The Eurogroup notes that Spain has already implemented significant fiscal and labour market reforms and measures to strengthen the capital base of the Spanish banks. The Eurogroup is confident that Spain will honour its commitments under the excessive deficit procedure and with regard to structural reforms, with a view to correcting macroeconomic imbalances in the framework of the European semester. Progress in these areas will be closely and regularly reviewed also in parallel with the financial assistance……..
Albert Marcet wrote in
The Guardian Wednesday 6 June 2012
Spain’s economic crisis is fixable – but the government lacks credibility
Its people have made the right choices, but the actions of Spain’s political institutions have failed to inspire confidence
As Spain’s treasury minister Cristobal Montoro warns that financial markets have effectively shut their doors on Spain, Europe’s fourth-largest economy seems to be gripped by panic. There are certainly well-known problems, just as in many other countries, but there is also room to solve them.
The problem is not the Spanish people: they have made the right choices. Recent elections at all levels of government have been won, almost without exception, by parties intending to make necessary fiscal adjustments. An overwhelming majority wants to pay back public debt, and only an insignificant minority are calling for leaving the euro.
There is a lot of room to avoid private losses spilling into public debt. Most of the banks are in a good state. A haircut on private debt is also avoidable. Losses from bad loans can be largely compensated by merging bad institutions into good ones and saving on unnecessary costs. This strategy would improve the efficiency of the financial system – it avoids moral hazard issues, and it is cheap to the taxpayer. But it is also a process that has been lacking in speed and leadership.
Any strategy to save the banking system will need levels of funding that can only come from abroad, but over the course of the last 12 months Spain’s government has failed to create the necessary credibility for this funding to come. The financial turmoil of the last couple of months has therefore been mainly caused by governments.
The last six months of José Zapatero’s socialist government were a disaster, for a start. The current People’s party (PP) government has taken some worthy steps, such as a major labour reform, a plan to fund unpaid bills by local and regional governments conditional on fiscal adjustments, as well as some timid steps to improve efficiency of public spending. It has also declared good intentions on many other fronts. But there have been contradictions and missteps as well.
Any strategy of merging banks has to be clearly signposted: one has to make a realistic estimate of how much can be saved, giving guarantees that there will be no future losses to bond holders. Remember that politicians were once on the boards of the worst banks. One needs a good and credible leader to manage this process, someone who is not easily distracted by the chatter of politicians.
A new governor of the Bank of Spain is due to take office in the next few weeks. The obvious candidate is José Manuel González-Páramo, of the executive board of the ECB. Even though he satisfies all the requirements three times over, it seems he will not be chosen by the government.
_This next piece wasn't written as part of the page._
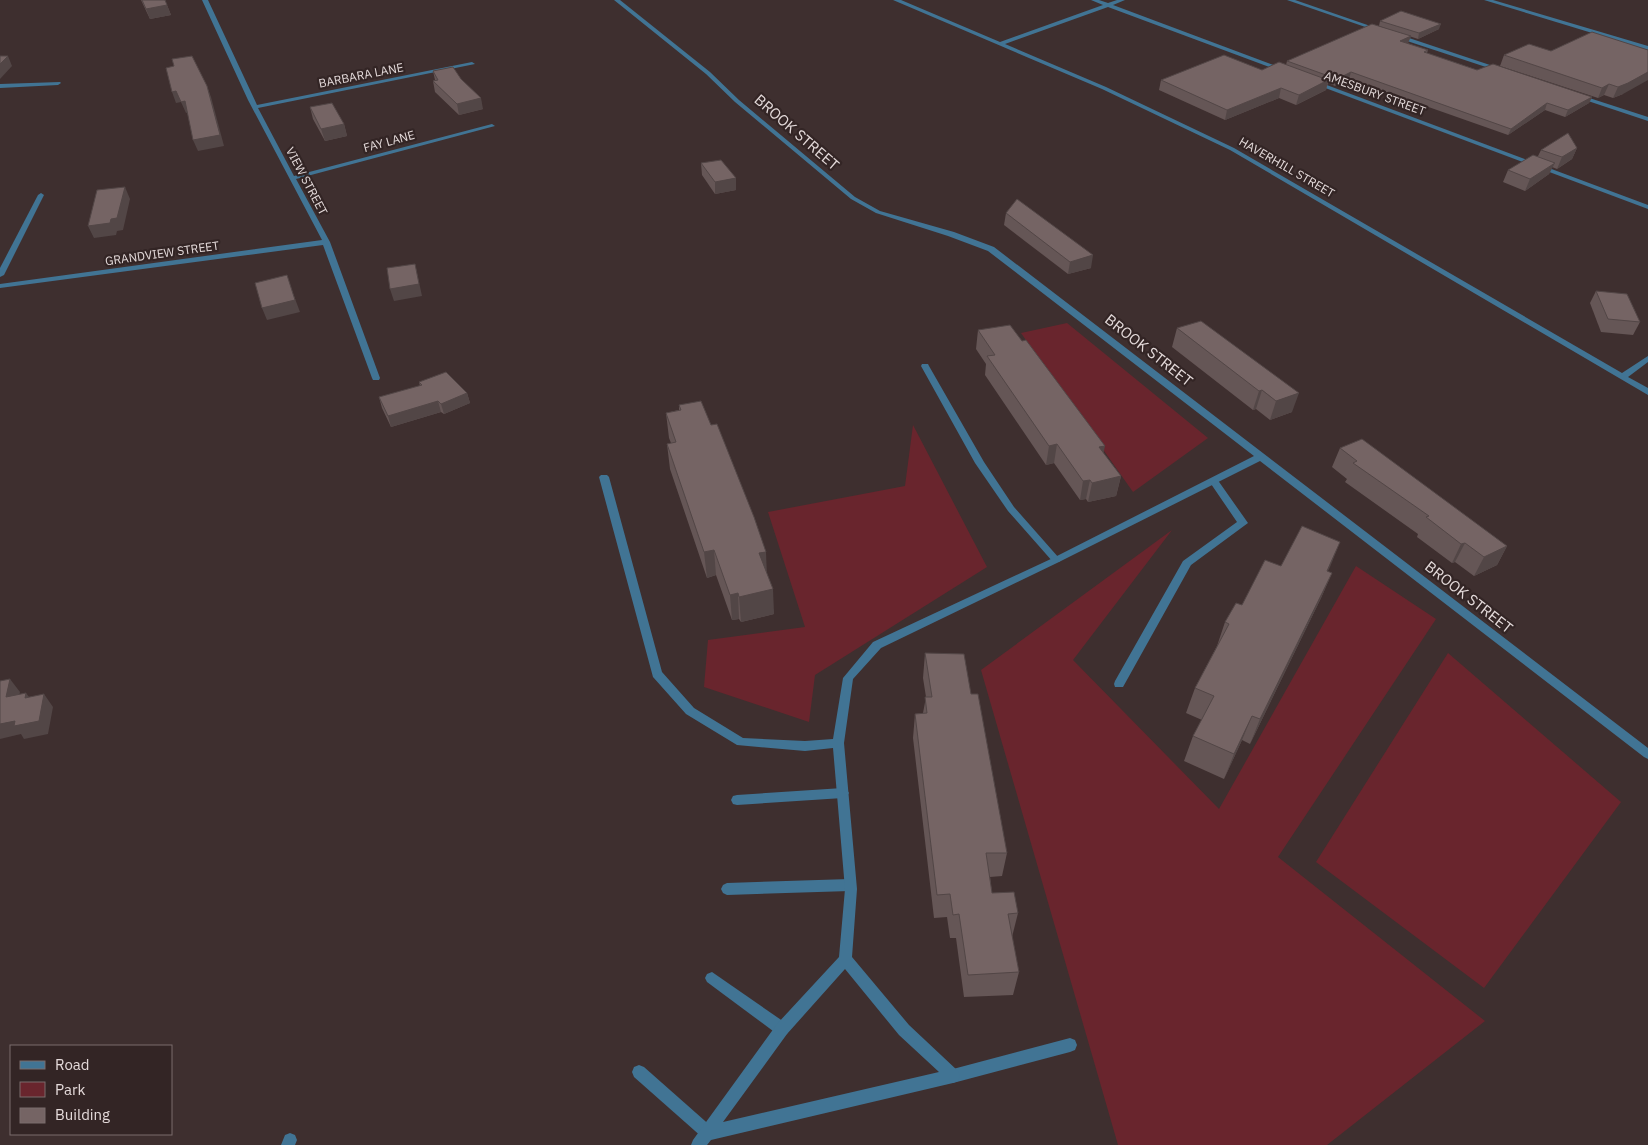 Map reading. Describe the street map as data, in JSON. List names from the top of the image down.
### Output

Why? Some newspapers point to a letter sent by the ECB to the Spanish government last summer asking for some reforms. González-Páramo’s “mistake” is that he did not immediately forward this letter to Mariano Rajoy’s PP (then in the opposition). He was soon regarded as “not one of us”. Amazingly, journalists tell this story as if it was completely normal, perhaps showing that Spain still has some way to go before the rules of democracy are fully understood by all. The fact is that Spanish officials in European institutions should not give inside information to their fellow countrymen.
There is even a second excellent candidate in José Viñals, director of the IMF’s monetary and capital markets department. He played a crucial role in the Bank of Spain, back when it was a model central bank.
The government is considering instead an array of candidates whose main asset is loyalty to the party. They have zero or irrelevant international experience for the job. Some names on the list are truly horrible. One can only guess at the ECB’s astonishment at witnessing this process.
Seeing these contradictions, it’s hard to avoid the conclusion that some very high-ranking advisers to the Spanish government are economic illiterates – in contrast to some cabinet members, who obviously have a very good understanding of the situation.
Fiscal sustainability is not guaranteed, even if a country is fundamentally solvent, not even if the population accepts the fiscal retrenchment. It is also necessary that political institutions work properly. Currently, they are not. This is a pity, especially given that there are ways out of Spain’s current predicament.
The Guardian:
Spain’s 90s greed is at the root of its banking crisis
A collective madness over property speculation made us poor and jeopardised our future. Spain must secure a partial bailout
Robert Tornabell
‘Spain is now a country with a million unsold properties [and] hundreds of housing developments left unfinished.’ Photograph: Arturo Rodriguez/AP
Spain’s banking crisis did not come out of the blue. In the 1990s the Spanish suffered a bout of collective madness. Interest rates fell from 14% (with the peseta) to 4% (with the euro) in a matter of weeks. In 1998 the centre-right government passed a law that significantly increased the amount of land for development. Developers got rich, selling the idea that everyone was going to win because property would always go up – never down – in value. German banks financed Spain’s savings and commercial banks, which needed extra funds for high-risk mortgages. Greed made us rich for a while – but then it made us poor, and jeopardised our future.
This is now a country with a million unsold properties; hundreds of housing developments left unfinished by construction companies and real estate promoters, especially along the Mediterranean coast but also in city centres; 4.7 million people unemployed and an unemployment rate of 24.5% overall, and 50% in the 18–25 age bracket – and that’s without including the student population. The situation of “extreme difficulty” described this week by the prime minister, Mariano Rajoy, has at its root the flats that the banks accumulated when people started defaulting on their mortgages.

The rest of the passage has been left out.